I'm lazyly read an stream, with getContents, filtering it with a pure function, and outputting the results. A typical filter would be like:

import Data.List(break)
import System.Timeout(timeout)
import System.IO.Unsafe(unsafePerformIO)

main = do
    text <- getContents 
    putStr $ aFilter text
aFilter text = h ++ t where
    (h, t) = getUntil "\n" text
getUntil separator text = break (\x -> (separator!!0) == x) text

And with a filter like that, the program reads all stdin, as expected, and outputs to stdout. But If I do something like:

aFilter text = result where
    l = consumeWithTimeout (getUntil "\n" text)
    result = case l of
        Nothing -> "Timeout!\n"
        Just (h, t) -> h ++ t

consumeWithTimeout (x, y) = unsafePerformIO $! timeout 6 $! deepseq x (return (x, y))

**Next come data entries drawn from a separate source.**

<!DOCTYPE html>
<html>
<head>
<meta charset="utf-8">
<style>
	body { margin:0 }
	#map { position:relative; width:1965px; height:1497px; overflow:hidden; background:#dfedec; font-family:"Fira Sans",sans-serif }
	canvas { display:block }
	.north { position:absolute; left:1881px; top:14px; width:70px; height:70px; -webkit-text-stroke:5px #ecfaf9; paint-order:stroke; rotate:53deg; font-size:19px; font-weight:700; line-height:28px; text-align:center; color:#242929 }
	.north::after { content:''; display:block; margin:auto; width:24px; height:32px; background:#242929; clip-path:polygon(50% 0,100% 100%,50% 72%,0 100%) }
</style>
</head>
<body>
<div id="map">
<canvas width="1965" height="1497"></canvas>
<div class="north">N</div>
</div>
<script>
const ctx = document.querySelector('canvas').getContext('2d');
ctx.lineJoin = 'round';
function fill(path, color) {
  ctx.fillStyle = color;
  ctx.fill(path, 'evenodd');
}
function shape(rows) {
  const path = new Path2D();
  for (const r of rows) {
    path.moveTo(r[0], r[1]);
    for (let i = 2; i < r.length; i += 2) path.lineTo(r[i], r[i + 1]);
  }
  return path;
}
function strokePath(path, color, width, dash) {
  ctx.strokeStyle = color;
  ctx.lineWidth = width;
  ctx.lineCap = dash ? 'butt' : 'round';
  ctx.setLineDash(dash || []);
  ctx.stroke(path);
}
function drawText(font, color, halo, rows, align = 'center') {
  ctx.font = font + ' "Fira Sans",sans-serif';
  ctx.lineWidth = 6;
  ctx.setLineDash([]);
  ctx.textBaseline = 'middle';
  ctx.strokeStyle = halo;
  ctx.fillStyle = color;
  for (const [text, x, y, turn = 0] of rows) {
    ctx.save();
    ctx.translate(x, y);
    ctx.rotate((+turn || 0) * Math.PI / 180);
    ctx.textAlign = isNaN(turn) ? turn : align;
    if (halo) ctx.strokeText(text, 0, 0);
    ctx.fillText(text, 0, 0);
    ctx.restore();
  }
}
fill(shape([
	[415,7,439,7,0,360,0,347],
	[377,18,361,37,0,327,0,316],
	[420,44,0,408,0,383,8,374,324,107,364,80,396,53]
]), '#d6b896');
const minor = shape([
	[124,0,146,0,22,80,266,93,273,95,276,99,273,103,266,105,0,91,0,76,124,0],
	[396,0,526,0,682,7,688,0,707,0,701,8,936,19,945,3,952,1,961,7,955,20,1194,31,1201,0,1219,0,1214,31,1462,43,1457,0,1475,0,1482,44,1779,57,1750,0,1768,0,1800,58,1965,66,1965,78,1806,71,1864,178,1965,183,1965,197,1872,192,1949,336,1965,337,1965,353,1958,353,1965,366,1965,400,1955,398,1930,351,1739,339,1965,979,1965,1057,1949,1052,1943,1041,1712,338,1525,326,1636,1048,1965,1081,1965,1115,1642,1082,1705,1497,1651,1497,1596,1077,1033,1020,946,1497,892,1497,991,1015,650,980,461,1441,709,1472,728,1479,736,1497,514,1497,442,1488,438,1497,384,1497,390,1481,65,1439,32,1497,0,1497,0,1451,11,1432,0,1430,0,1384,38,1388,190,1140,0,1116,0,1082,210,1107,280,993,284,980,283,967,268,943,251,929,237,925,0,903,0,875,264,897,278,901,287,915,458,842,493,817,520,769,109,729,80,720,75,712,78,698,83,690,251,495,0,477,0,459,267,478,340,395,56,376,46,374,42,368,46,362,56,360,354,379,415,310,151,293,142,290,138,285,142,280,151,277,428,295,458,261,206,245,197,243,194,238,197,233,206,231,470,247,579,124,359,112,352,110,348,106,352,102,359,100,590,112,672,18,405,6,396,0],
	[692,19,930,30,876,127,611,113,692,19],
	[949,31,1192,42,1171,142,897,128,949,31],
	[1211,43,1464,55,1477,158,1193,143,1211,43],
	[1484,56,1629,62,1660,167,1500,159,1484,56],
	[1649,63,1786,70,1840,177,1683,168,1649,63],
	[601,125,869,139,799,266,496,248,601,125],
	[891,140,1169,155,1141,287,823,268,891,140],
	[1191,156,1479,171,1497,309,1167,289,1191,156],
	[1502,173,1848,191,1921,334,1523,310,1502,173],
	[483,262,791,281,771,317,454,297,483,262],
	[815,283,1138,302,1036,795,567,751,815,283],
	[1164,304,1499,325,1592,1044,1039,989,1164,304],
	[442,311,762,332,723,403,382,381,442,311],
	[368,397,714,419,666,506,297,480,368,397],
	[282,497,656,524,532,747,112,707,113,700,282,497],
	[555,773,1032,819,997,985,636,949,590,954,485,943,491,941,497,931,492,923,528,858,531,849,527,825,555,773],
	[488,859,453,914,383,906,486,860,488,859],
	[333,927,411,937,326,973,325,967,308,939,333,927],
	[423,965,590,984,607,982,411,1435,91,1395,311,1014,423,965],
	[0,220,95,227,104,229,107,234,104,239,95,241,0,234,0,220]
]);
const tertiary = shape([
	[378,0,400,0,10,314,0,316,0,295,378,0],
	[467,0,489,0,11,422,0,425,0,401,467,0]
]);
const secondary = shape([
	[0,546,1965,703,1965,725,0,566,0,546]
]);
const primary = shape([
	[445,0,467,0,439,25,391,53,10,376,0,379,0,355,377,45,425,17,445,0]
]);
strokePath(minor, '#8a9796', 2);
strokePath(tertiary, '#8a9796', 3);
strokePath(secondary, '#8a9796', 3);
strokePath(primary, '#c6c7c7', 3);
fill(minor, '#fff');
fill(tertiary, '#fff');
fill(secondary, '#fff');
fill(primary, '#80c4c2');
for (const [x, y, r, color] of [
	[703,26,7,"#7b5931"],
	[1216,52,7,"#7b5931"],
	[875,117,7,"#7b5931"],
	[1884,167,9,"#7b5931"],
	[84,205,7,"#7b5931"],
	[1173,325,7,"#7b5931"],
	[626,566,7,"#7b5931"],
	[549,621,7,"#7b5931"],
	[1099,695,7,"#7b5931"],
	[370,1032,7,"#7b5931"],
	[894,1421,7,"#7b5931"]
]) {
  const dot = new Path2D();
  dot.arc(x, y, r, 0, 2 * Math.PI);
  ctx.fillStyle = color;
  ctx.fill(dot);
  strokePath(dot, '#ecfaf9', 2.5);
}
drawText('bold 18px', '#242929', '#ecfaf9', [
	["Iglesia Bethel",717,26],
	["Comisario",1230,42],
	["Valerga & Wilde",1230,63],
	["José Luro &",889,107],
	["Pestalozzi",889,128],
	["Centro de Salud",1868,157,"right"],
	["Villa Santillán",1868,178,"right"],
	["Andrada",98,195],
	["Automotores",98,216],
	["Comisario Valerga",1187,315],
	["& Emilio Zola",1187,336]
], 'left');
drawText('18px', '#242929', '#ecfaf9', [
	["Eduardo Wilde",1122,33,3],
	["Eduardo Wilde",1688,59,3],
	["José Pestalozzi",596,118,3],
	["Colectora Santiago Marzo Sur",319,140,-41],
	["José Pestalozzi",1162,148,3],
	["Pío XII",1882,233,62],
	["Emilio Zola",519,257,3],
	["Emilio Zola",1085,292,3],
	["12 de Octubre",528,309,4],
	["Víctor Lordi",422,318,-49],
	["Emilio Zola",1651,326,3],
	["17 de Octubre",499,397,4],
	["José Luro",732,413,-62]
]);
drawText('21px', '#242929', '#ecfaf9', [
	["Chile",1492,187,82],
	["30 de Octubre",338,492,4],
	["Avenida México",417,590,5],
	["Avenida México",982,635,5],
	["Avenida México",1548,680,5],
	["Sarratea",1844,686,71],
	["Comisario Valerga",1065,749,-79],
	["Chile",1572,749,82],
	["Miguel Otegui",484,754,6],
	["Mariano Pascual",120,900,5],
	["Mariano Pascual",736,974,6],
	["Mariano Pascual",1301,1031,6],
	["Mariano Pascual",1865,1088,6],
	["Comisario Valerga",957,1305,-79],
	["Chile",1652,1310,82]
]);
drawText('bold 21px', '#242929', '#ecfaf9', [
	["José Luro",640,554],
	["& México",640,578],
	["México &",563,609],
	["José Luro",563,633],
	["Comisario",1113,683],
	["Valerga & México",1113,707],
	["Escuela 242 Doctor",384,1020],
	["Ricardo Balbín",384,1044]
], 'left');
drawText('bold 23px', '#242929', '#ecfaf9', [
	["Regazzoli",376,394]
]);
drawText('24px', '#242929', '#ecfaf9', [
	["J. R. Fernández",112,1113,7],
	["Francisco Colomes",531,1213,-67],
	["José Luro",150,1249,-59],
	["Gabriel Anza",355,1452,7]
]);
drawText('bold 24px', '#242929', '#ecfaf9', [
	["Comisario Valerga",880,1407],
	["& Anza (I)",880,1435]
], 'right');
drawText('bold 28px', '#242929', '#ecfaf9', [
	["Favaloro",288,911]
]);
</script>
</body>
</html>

I'd expect my program to instantly timeout, print the "Timeout!" message, and close. Instead, it hangs there, waiting for input.

Am I wrong in thinking that the timeout function is evaluated at program launch? I expect it to be, because I immediately write part of its return value to stdout, and the software does react every time I input a line. Is unsafePerformIO inserting some kind of lazyness into my function? Or is it inserting lazyness into the internals of System.Timeout?

2

There are 2 best solutions below

0
chi On

I would expect

timeout 6 $! return $! (x, y)

to never trigger the timeout under normal workload. The code above does not force the evaluation of x and y. Maybe using evaluate will help here.

Further, using unsafePerformIO for this task looks rather overkill. Using unsafePerformIO should be done only as a last resort.

1
Gabriella Gonzalez On

The reason why is that return $! (x, y) does not strictly evaluate x or y. It only evaluates the tuple constructor, which does not necessarily evaluate its fields x and y.

So what happens in your program is that return $! (x, y) succeeds immediately without actually trying to evaluate x and y. The h ++ t part then begins to evaluate h which is when it finally begins to block for input.

This is, by the way, the reason you should not use unsafePerformIO: you cannot easily reason about when effects actually happen.